Teori, işçi sınıfının devrimci tarihsel hareketiyle birleştirilmeli. Değişim, devrimci sınıf hareketinin ve diğer emekçi kitlenin ve daha genelde de insanların tarihsel hareketinde gözlenmelidir. Bir yüzyıl öncesiyle karşılaştırıldığında, işçi sınıfının tarihsel hareketinde ve geniş halk kitlelerin tarihsel hareketinde köklü bir değişim olduğu görülecektir. Değişim görülmeden, güncel tarihsel hareketin mücadele gereksinimi isabetli olarak saptanamaz.

Değişime uğrayan yalnızca proletaryanın üzerinde yükseldiği nesnel koşullar değildir; sınıf kavgasını yürüten sınıfın kendisi de değişmiştir.

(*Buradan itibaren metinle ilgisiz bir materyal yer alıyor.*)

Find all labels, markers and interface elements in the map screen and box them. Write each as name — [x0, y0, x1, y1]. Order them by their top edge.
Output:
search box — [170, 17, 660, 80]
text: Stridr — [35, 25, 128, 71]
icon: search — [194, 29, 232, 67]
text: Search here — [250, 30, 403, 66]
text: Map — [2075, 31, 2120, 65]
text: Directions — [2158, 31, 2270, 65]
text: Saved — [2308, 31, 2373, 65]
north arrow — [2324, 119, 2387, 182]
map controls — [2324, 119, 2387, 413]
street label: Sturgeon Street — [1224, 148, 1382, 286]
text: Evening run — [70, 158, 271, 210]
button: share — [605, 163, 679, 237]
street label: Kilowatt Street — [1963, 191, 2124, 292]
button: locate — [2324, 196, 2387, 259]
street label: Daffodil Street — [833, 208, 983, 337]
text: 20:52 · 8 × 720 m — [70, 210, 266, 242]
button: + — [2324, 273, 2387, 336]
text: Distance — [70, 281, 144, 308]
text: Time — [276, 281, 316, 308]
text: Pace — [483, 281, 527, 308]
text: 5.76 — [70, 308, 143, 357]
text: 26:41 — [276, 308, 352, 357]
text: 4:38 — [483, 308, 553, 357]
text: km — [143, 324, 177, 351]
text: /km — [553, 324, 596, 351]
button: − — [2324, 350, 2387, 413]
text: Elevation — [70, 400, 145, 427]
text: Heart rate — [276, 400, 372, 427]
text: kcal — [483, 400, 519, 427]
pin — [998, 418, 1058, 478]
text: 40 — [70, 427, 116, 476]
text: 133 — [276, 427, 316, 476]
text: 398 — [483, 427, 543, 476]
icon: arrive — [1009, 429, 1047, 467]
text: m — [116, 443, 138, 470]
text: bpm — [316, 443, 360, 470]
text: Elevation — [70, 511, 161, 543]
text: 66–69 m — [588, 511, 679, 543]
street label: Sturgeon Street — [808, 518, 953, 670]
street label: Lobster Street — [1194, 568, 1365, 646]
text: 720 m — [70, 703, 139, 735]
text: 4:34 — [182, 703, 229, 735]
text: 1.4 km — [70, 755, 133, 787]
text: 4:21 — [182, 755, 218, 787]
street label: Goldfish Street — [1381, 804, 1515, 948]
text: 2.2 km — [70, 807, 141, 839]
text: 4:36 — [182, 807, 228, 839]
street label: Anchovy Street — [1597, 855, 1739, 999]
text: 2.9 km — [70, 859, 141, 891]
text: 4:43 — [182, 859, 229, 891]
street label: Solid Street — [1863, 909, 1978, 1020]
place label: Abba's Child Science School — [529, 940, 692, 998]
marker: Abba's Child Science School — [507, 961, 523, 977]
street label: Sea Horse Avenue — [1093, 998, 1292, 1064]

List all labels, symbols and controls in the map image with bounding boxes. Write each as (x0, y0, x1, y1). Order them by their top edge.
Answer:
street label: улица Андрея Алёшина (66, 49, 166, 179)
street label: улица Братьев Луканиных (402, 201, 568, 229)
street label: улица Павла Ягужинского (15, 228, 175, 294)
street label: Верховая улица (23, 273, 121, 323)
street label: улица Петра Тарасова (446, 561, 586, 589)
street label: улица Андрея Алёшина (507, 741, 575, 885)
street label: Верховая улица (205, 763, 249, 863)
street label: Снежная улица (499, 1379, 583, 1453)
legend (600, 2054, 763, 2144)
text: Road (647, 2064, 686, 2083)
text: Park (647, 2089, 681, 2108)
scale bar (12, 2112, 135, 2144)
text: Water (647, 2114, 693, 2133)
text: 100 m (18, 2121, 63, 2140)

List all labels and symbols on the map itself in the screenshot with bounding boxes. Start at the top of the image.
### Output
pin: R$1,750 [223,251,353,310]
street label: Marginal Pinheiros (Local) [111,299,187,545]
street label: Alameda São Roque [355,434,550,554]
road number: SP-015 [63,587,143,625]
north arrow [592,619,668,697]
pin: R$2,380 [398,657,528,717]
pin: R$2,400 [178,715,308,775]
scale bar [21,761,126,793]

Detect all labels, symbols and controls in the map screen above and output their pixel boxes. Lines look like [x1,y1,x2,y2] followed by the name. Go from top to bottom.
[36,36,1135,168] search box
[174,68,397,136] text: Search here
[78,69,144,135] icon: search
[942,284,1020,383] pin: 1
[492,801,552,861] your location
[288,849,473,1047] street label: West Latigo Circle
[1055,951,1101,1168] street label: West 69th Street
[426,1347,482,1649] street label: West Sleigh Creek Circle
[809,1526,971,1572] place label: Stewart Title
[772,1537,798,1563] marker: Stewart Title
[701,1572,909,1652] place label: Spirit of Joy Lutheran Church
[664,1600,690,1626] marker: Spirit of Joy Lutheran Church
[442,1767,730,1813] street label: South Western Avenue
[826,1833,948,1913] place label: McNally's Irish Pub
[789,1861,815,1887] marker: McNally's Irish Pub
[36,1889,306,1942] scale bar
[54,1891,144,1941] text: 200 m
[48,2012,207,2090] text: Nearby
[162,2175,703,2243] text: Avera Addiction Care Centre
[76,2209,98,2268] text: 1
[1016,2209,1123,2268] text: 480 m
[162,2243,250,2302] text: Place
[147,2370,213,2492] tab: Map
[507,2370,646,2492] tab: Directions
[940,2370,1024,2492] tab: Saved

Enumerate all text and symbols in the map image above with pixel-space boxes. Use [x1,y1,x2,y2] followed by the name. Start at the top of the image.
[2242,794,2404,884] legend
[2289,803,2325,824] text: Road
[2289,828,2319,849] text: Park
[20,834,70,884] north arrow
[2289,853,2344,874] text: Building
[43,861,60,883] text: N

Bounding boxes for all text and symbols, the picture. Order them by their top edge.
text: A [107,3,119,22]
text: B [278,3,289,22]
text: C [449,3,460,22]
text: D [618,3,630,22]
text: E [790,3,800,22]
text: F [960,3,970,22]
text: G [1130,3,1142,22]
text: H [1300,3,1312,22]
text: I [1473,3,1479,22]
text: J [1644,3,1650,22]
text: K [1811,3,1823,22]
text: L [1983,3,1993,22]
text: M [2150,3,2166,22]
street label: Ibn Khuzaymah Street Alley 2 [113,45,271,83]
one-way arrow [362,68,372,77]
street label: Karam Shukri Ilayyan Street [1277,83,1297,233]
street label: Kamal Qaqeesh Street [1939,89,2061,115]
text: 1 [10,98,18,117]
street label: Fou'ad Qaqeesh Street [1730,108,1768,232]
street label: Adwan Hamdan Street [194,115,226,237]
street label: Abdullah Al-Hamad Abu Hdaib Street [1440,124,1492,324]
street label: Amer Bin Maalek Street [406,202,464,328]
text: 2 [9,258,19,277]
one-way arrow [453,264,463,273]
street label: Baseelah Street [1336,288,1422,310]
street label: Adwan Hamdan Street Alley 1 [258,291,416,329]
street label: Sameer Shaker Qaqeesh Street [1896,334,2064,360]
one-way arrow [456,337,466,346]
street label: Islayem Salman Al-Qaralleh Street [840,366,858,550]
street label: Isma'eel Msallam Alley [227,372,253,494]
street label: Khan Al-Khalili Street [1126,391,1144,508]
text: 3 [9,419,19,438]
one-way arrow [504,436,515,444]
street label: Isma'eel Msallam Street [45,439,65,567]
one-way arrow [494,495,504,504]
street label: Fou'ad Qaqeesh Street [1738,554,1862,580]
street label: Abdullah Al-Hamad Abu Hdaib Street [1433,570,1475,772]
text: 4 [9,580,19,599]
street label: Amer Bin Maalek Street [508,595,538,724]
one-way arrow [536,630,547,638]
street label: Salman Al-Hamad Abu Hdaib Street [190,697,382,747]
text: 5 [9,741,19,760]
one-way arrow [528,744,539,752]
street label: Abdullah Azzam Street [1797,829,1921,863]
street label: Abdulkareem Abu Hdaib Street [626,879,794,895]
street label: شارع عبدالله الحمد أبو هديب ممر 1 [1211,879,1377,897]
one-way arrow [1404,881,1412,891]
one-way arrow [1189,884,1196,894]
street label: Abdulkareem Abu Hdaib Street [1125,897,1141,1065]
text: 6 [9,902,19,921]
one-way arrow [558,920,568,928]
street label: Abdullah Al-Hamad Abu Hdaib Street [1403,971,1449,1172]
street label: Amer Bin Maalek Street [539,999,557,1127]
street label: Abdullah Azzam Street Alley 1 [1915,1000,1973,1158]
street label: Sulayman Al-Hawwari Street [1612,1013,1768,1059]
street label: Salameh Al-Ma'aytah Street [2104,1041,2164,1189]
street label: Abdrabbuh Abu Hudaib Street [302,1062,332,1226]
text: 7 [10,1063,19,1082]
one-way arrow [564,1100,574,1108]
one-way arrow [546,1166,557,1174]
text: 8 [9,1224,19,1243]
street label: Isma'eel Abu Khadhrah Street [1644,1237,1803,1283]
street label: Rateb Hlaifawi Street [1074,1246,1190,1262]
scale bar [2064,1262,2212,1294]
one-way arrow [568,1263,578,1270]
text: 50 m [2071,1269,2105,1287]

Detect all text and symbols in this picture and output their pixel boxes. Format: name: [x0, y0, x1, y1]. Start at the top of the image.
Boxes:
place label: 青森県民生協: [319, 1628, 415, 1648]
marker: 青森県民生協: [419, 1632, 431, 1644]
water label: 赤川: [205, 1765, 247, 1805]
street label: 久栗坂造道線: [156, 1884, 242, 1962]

Değişimin bu bütünsel varlığı, sınıf savaşımının boyutlanmasında gereken temeli yaratmıştır. Bütün ülkelerde, proletaryanın sınıf mücadelesinde büyük bir gelişme yaşanıyor. Ortaya çıkan bu durum, sınıf mücadelesinin tam sınıf mücadelesi biçiminde gelişmesine yol açtı. Tam sınıf mücadelesi, ayaklanma sırasında, devrimde, sosyalizm kuruluş sürecinde, başka bir anlatımla bugünden başlayan, kapitalizmden sosyalizme geçiş döneminde tam olgunluğa ulaşarak kendini gösterir. Tam sınıf mücadelesi, burjuvazinin sınıf egemenliğinin doğrudan, araya başka şeyler girmeden, emekle sermaye arasındaki savaşın ileri gelişme aşamasıdır.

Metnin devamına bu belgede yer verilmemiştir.